Without me realizing it, part of my “self-love” became enabling my poor habits.
To my credit the process that was being worked out within me was complex. I had an upbringing where I was yelled at, punished harshly where my needs and feelings were rarely understood and heard. I easily panicked, shut down and closed up when someone got upset at me. I would be terrified and overwhelmed by guilt and self-loathing that made me numb out. That was how I dealt with being punished while having my needs and feelings totally shunned. And that scenario replayed in my body and mind everytime “I was in trouble.”
It took me almost 2 decades to work through this. And actually I’m still working through it. I had to build enough awareness, resilience and clarity to see what was going on and realize that
My childhood scenario wasn’t happening now.
My way of dealing with it was preventing me from providing appropriate empathy and care to my partner.
The whole method of coping was preventing me from growing up.
It was extremely difficult to come to the place where I can see the pattern, override the impulse to shutdown and escape, listen to the feedback I was getting, apologize and work towards correcting my behavior. But now that I’m doing it, it feels So …. Much…. Better…..

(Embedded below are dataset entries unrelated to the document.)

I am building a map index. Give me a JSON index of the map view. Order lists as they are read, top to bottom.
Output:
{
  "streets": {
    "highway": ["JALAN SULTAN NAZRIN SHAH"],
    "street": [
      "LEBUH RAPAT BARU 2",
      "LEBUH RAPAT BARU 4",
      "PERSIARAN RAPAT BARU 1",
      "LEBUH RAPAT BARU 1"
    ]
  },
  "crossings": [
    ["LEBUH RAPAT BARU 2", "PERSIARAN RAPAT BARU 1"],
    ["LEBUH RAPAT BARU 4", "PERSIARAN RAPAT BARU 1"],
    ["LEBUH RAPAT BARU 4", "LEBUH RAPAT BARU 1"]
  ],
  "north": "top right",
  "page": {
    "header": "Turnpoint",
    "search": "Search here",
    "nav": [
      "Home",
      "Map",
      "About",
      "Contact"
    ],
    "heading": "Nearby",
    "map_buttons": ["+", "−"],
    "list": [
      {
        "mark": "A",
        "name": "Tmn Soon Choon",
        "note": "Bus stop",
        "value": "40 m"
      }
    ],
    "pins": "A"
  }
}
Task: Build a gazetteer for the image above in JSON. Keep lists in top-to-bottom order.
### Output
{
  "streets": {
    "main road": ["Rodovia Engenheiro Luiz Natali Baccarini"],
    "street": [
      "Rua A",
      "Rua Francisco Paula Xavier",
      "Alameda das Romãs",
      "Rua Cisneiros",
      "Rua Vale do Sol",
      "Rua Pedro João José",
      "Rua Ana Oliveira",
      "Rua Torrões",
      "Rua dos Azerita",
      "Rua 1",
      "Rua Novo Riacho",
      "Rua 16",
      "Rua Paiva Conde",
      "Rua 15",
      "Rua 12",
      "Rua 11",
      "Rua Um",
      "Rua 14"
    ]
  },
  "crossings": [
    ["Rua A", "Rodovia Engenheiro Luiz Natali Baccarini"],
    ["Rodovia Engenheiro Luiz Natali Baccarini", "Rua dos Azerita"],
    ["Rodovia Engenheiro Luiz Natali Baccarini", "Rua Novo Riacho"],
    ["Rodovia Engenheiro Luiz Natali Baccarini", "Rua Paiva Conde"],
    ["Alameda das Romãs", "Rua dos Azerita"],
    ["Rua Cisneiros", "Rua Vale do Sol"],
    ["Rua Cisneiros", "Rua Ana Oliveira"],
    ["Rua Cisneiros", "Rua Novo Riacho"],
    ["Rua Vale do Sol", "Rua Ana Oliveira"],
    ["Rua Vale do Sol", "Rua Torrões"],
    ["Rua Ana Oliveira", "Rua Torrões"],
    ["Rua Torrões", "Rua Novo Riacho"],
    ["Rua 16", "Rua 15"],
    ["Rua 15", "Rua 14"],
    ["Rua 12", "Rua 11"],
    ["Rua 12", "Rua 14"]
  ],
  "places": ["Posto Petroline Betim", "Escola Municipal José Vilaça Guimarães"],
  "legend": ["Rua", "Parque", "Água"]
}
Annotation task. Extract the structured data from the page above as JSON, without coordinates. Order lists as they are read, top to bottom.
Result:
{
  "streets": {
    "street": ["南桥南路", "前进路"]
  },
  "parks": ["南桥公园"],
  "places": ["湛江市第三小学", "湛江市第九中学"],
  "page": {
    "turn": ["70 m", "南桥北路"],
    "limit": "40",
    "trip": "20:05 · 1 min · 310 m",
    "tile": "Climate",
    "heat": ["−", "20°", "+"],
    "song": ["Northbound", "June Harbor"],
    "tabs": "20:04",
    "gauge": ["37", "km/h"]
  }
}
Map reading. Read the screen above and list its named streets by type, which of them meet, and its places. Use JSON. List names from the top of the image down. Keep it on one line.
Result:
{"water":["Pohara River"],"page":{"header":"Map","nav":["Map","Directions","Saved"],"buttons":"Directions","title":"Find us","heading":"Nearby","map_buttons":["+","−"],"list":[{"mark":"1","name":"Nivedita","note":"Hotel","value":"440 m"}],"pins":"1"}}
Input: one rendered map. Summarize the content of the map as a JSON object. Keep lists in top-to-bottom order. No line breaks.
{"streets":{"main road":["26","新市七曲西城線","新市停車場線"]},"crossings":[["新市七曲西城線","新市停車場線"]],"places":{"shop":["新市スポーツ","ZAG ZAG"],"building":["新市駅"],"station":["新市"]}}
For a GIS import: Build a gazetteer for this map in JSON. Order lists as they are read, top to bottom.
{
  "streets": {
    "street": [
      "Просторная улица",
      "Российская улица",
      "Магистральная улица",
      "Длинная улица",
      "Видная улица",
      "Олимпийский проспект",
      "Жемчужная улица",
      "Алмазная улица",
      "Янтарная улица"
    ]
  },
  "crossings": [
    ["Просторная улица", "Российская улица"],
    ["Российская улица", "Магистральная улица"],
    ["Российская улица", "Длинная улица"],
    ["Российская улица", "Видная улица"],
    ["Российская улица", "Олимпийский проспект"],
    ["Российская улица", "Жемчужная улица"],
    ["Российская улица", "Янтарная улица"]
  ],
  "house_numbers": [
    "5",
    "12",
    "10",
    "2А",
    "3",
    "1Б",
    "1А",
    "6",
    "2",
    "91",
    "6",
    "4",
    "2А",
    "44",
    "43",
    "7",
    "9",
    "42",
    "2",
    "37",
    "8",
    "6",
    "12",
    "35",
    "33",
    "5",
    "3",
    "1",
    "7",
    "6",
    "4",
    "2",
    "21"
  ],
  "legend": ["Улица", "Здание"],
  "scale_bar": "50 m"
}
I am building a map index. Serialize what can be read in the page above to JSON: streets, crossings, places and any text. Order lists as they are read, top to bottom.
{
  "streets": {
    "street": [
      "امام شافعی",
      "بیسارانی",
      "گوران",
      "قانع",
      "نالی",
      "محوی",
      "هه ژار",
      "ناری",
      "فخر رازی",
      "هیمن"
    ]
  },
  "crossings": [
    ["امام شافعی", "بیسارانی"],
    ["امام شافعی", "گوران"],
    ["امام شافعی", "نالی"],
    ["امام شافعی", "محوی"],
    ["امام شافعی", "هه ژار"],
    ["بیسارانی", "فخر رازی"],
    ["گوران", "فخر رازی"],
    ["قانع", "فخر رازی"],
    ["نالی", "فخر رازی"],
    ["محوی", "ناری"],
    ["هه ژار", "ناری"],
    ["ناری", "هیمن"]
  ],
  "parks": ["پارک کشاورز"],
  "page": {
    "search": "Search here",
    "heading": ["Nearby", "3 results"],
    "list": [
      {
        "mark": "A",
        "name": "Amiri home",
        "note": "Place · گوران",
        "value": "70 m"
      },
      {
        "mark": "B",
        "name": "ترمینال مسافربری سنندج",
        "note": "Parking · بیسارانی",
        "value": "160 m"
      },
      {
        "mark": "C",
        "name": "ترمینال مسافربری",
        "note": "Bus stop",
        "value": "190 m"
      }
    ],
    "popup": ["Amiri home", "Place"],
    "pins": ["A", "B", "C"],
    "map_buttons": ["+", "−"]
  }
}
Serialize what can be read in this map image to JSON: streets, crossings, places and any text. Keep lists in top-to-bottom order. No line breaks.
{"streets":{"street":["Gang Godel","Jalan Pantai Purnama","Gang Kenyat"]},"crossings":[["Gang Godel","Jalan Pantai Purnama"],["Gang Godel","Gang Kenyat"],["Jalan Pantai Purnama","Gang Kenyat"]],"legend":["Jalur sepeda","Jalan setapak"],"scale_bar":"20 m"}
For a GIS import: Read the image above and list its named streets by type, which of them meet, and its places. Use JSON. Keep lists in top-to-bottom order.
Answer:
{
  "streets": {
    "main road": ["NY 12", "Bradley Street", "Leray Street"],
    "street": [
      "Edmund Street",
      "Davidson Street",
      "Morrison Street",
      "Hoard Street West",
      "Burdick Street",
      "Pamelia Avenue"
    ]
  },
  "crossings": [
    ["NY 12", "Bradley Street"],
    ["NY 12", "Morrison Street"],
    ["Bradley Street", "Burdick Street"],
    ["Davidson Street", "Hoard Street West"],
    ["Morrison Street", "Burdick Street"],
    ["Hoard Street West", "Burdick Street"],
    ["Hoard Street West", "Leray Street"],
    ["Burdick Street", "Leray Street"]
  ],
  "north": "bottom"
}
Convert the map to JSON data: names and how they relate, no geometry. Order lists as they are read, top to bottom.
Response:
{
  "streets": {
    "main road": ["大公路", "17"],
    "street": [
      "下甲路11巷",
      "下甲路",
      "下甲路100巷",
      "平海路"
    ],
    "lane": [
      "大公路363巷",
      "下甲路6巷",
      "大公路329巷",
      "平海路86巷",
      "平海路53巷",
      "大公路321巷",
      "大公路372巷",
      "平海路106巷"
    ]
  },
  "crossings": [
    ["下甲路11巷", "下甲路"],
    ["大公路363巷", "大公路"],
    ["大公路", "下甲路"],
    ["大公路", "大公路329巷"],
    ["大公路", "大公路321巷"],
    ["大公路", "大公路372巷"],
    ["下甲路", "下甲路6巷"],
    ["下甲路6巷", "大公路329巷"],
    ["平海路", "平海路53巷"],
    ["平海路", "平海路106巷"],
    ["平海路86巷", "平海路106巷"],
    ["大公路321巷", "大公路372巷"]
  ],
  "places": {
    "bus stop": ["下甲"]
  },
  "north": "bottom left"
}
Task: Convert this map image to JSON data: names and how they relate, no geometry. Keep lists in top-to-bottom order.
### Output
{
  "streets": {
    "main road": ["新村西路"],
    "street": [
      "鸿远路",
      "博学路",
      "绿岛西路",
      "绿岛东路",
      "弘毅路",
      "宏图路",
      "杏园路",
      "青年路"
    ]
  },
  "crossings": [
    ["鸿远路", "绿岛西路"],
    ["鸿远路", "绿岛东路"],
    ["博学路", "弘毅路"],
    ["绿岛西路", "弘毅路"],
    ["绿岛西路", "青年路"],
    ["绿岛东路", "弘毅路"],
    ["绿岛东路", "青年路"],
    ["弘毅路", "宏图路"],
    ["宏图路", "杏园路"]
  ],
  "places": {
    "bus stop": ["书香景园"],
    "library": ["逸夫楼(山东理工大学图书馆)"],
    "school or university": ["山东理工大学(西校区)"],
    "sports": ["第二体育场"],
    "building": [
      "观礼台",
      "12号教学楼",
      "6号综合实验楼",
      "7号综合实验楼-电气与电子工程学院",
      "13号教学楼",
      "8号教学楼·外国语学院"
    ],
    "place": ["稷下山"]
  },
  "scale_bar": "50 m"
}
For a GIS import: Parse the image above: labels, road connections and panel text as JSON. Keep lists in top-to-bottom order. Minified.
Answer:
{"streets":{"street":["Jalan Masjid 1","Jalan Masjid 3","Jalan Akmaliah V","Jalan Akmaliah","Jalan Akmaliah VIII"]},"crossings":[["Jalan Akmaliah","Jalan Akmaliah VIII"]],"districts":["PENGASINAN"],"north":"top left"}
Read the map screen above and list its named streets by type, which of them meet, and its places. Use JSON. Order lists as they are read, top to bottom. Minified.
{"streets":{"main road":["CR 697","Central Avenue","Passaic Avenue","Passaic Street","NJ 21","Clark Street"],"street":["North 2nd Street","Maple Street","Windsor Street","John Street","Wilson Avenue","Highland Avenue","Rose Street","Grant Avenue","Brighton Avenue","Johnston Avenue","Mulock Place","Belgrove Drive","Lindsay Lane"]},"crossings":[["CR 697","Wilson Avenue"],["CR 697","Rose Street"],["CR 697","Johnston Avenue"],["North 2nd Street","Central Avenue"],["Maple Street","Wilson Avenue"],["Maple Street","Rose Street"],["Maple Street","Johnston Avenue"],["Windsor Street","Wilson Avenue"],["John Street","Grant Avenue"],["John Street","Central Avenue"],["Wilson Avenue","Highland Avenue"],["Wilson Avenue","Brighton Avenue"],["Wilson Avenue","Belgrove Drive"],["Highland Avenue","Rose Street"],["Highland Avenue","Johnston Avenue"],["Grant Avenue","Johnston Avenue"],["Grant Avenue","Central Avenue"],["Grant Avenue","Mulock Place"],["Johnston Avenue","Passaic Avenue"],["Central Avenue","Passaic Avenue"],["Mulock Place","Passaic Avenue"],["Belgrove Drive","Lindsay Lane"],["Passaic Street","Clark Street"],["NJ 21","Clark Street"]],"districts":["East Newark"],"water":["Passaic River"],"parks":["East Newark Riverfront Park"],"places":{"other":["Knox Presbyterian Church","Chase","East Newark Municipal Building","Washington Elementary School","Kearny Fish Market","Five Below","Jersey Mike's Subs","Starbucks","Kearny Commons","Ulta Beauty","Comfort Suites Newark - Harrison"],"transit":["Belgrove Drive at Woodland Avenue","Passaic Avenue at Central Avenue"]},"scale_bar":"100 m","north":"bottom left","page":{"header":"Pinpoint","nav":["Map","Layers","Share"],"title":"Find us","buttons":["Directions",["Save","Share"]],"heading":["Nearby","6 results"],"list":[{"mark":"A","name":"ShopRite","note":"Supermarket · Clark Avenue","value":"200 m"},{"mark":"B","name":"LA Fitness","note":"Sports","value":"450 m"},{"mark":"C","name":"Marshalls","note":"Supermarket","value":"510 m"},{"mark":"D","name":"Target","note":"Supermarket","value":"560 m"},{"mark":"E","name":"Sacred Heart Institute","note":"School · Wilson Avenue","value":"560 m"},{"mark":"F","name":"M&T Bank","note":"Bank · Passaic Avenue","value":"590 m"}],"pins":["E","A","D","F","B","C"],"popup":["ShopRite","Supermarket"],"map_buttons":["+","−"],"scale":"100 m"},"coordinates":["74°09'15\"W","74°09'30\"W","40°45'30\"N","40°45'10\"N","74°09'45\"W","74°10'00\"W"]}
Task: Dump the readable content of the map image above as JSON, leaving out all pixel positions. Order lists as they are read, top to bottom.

For the longest time I was mistaking self-love with letting myself do whatever and be however I was. But allowing myself to continue playing out my past traumas through projecting them in my relationship, acting in my compensation/protective pattern of numbing and shutting down which would prevent me from empathizing and repairing the impact of my hurtful behavior with my partner and allow me to continue reacting in a way that wasn’t actually making me feel happy, wasn’t SELF ACCEPTANCE. It was SELF-SABOTAGE. So it’s a tenuous balance for some of us to practice Radical Self Acceptance and also clean up our shit:)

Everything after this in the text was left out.